Hello again,
It’s so nice to be back on the page with you.
I write to you tonight with electric palms still ringing from the handful of stinging nettle I accidentally grabbed while preparing tonight’s dinner. (I actually love when nettle bites back, and am a grateful recipient of this topical medicine.)
It’s the time of year when the forest and the front yard make their way into nearly every meal, this season in the form of beloved and prolific stinging nettle (Urtica dioica), big leaf maple blossoms (Acer macrophyllum), miner’s lettuce (Claytonia perfoliata), dandelion greens (Taraxacum officinale), chickweed (Stellaria media), morel mushrooms (Morchella esculenta) and dozens of other flowers, leaves, stalks, roots, and fungi who generously offer their nourishment this time of year.
I write to you tonight with fingernails stained dark with soil, granules tucked so deep in my cuticles they could grow gardens of their own.
It’s the time of year when the garden beckons us back into its arms, tells us to lean in closely and whispers—“Work.”
I write to you tonight with forearms pumping loudly, scratched and utterly exhausted from back-to-back days of shoveling, wheelbarrowing, raking, grading, hauling, digging, lifting, throwing, mowing, sowing, growing.
It’s the time of year when the ground has warmed and the land is still soft and the daylight stretches so long we lose track of time until our stomachs rumble and my arms cannot hold a glass of water without shaking and I remember to come inside because I still need to write a newsletter.
I’ve returned to the blinking cursor on this blank page numerous nights, each time staring down at my hands as a diary of the day. Each time brimming with inspiration, yet too damn exhausted to move the energy from my heart up to my head and out of my fingertips.

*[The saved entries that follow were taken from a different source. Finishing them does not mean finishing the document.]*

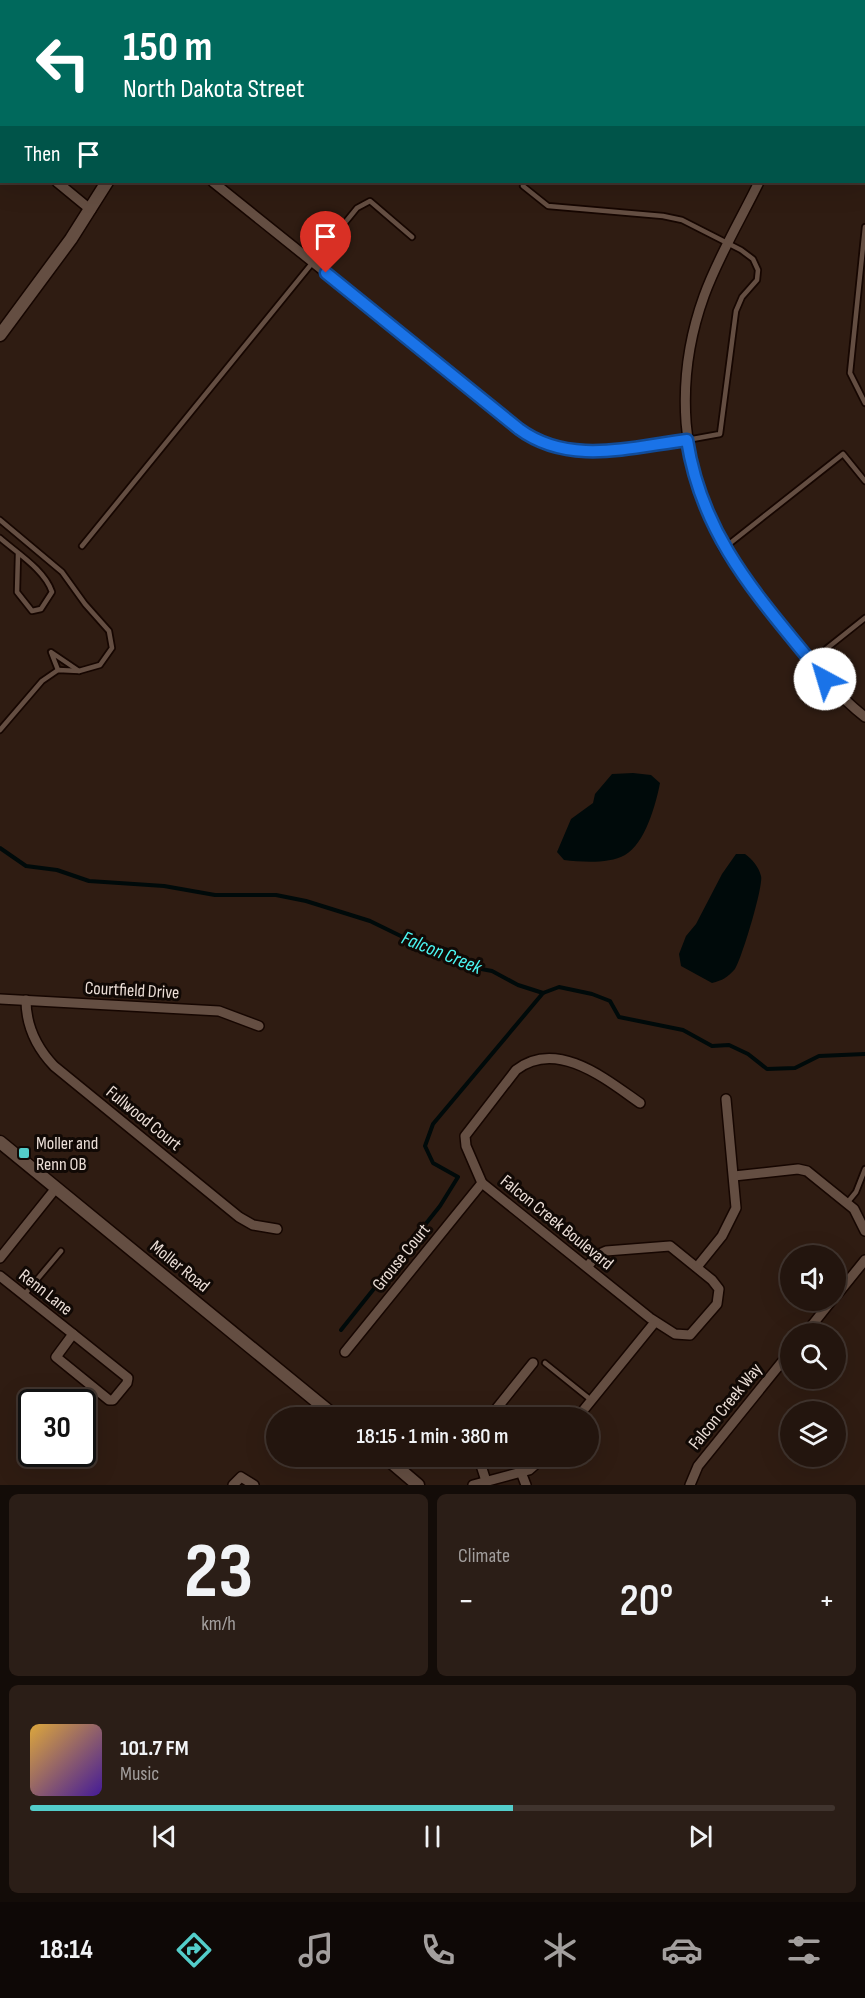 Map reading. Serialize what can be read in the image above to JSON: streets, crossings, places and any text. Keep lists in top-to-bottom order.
{
  "streets": {
    "street": [
      "Courtfield Drive",
      "Fullwood Court",
      "Falcon Creek Boulevard",
      "Grouse Court",
      "Moller Road",
      "Renn Lane",
      "Falcon Creek Way"
    ]
  },
  "crossings": [
    ["Courtfield Drive", "Fullwood Court"],
    ["Falcon Creek Boulevard", "Grouse Court"],
    ["Moller Road", "Renn Lane"]
  ],
  "water": ["Falcon Creek"],
  "places": {
    "transit": ["Moller and Renn OB"]
  },
  "page": {
    "turn": ["150 m", "North Dakota Street"],
    "then": "Then",
    "limit": "30",
    "trip": "18:15 · 1 min · 380 m",
    "tile": [
      ["23", "km/h"],
      "Climate"
    ],
    "heat": ["−", "20°", "+"],
    "song": ["101.7 FM", "Music"],
    "tabs": "18:14"
  }
}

But today is Earth Day. When you’re reading this, it won’t be. (Though that hardly matters because, well, if you’re a subscriber to this newsletter I probably don’t need to explain.)
Anyhow, today there is heightened collective attention on the Life-giving Source upon which this newsletter draws its deepest inspiration, and the sparrows swirling outside my window remind me that it’s time to let it fly.

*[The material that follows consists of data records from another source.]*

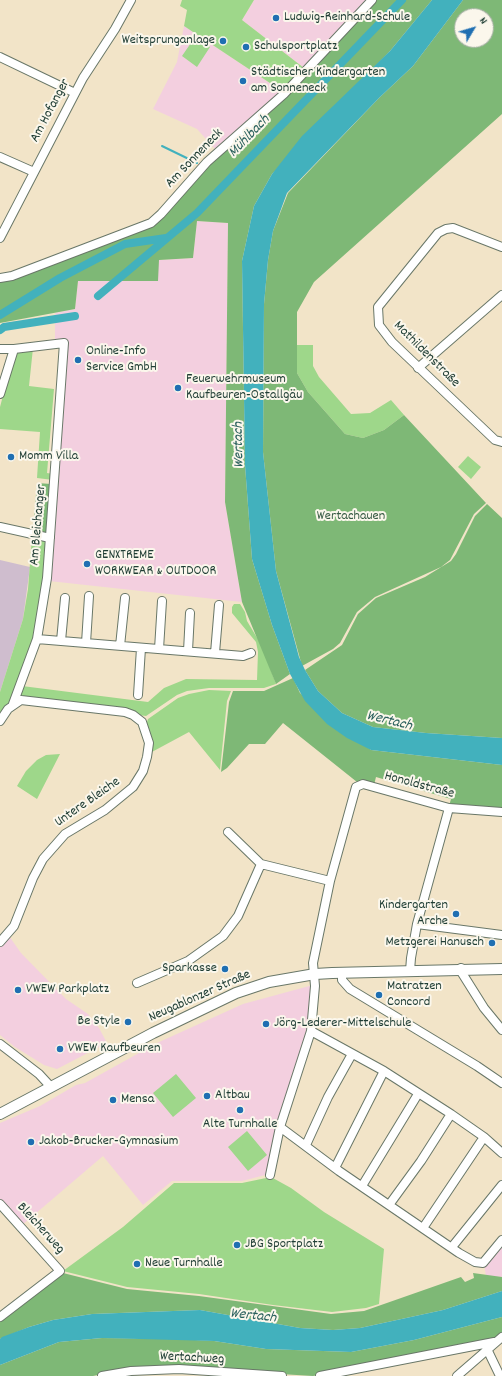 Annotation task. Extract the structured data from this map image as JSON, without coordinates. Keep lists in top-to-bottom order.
{
  "streets": {
    "street": [
      "Am Hofanger",
      "Am Sonneneck",
      "Mathildenstraße",
      "Am Bleichanger",
      "Honoldstraße",
      "Untere Bleiche",
      "Neugablonzer Straße",
      "Bleicherweg",
      "Wertachweg"
    ]
  },
  "crossings": [
    ["Am Bleichanger", "Untere Bleiche"]
  ],
  "water": ["Mühlbach", "Wertach"],
  "parks": ["Wertachauen"],
  "places": [
    "Ludwig-Reinhard-Schule",
    "Weitsprunganlage",
    "Schulsportplatz",
    "Städtischer Kindergarten am Sonneneck",
    "Online-Info Service GmbH",
    "Feuerwehrmuseum Kaufbeuren-Ostallgäu",
    "Momm Villa",
    "GENXTREME WORKWEAR & OUTDOOR",
    "Kindergarten Arche",
    "Metzgerei Hanusch",
    "Sparkasse",
    "VWEW Parkplatz",
    "Matratzen Concord",
    "Be Style",
    "Jörg-Lederer-Mittelschule",
    "VWEW Kaufbeuren",
    "Altbau",
    "Mensa",
    "Alte Turnhalle",
    "Jakob-Brucker-Gymnasium",
    "JBG Sportplatz",
    "Neue Turnhalle"
  ],
  "north": "top right"
}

Earth Day, first officially celebrated in the U.S. 54 years ago in honor of a planet 4.5 billion years old.1
Earth Day, which has its origins in the righteous rage of protest, first organized as a teach-in on college campuses, inspired by student protests against the Vietnam War. Inspired by the same force and solidarity spreading across the country as we speak.
Earth Day, which reminds us to listen to and learn from the courage of our youth, and to those who have the most to lose.

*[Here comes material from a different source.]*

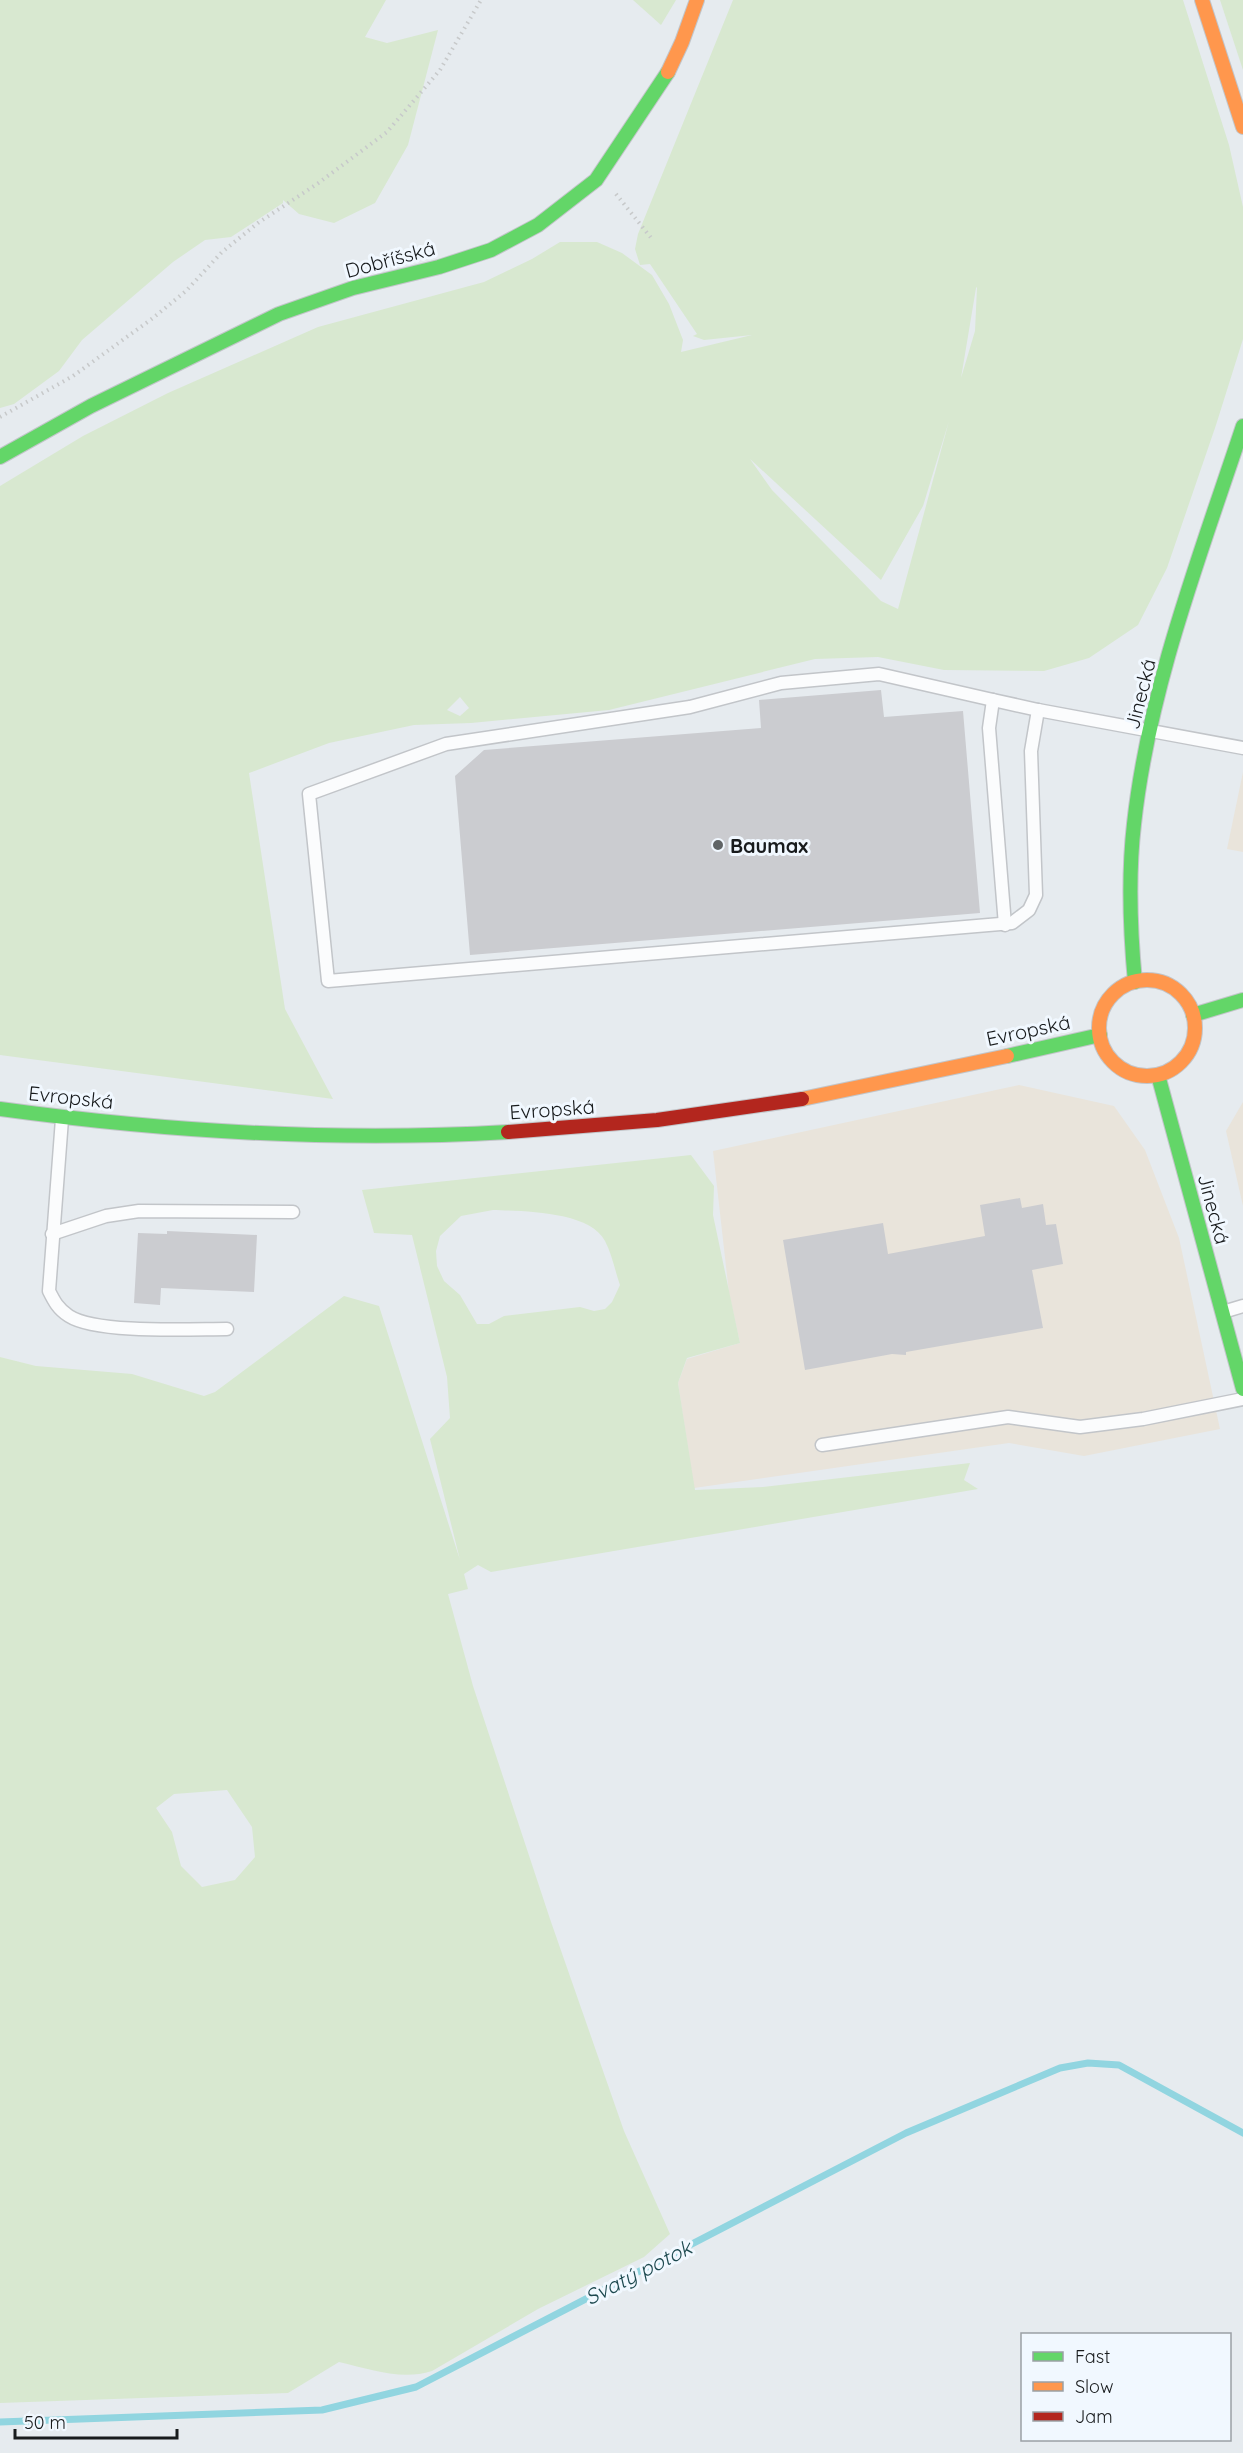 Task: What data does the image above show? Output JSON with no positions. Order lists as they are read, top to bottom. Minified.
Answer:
{"streets":{"main road":["Dobříšská","Jinecká","Evropská"]},"crossings":[["Jinecká","Evropská"]],"water":["Svatý potok"],"places":["Baumax"],"legend":["Fast","Slow","Jam"],"scale_bar":"50 m"}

Earth Day, which had its fire fueled by 4 million gallons of crude oil spilled from a drilling blowout off the coast of Santa Barbara in 1969. (It’s since spilled again, as they always will.)
Earth Day, which scaled rapidly across the country and mobilized more than 20 million Americans—10% of the total population of the country at the time—to take to the streets and demand the nation address the damage caused by 150 years of unregulated industrial development. In its first year, it remains the largest demonstration in U.S. history.2
Earth Day, with rhizomatic roots that stretch across political lines. First initiated in 1970 by Democratic Senator Gaylord Nelson, co-led with conservative Republican Rep. Pete McCloskey, and organized by activist Denis Hayes.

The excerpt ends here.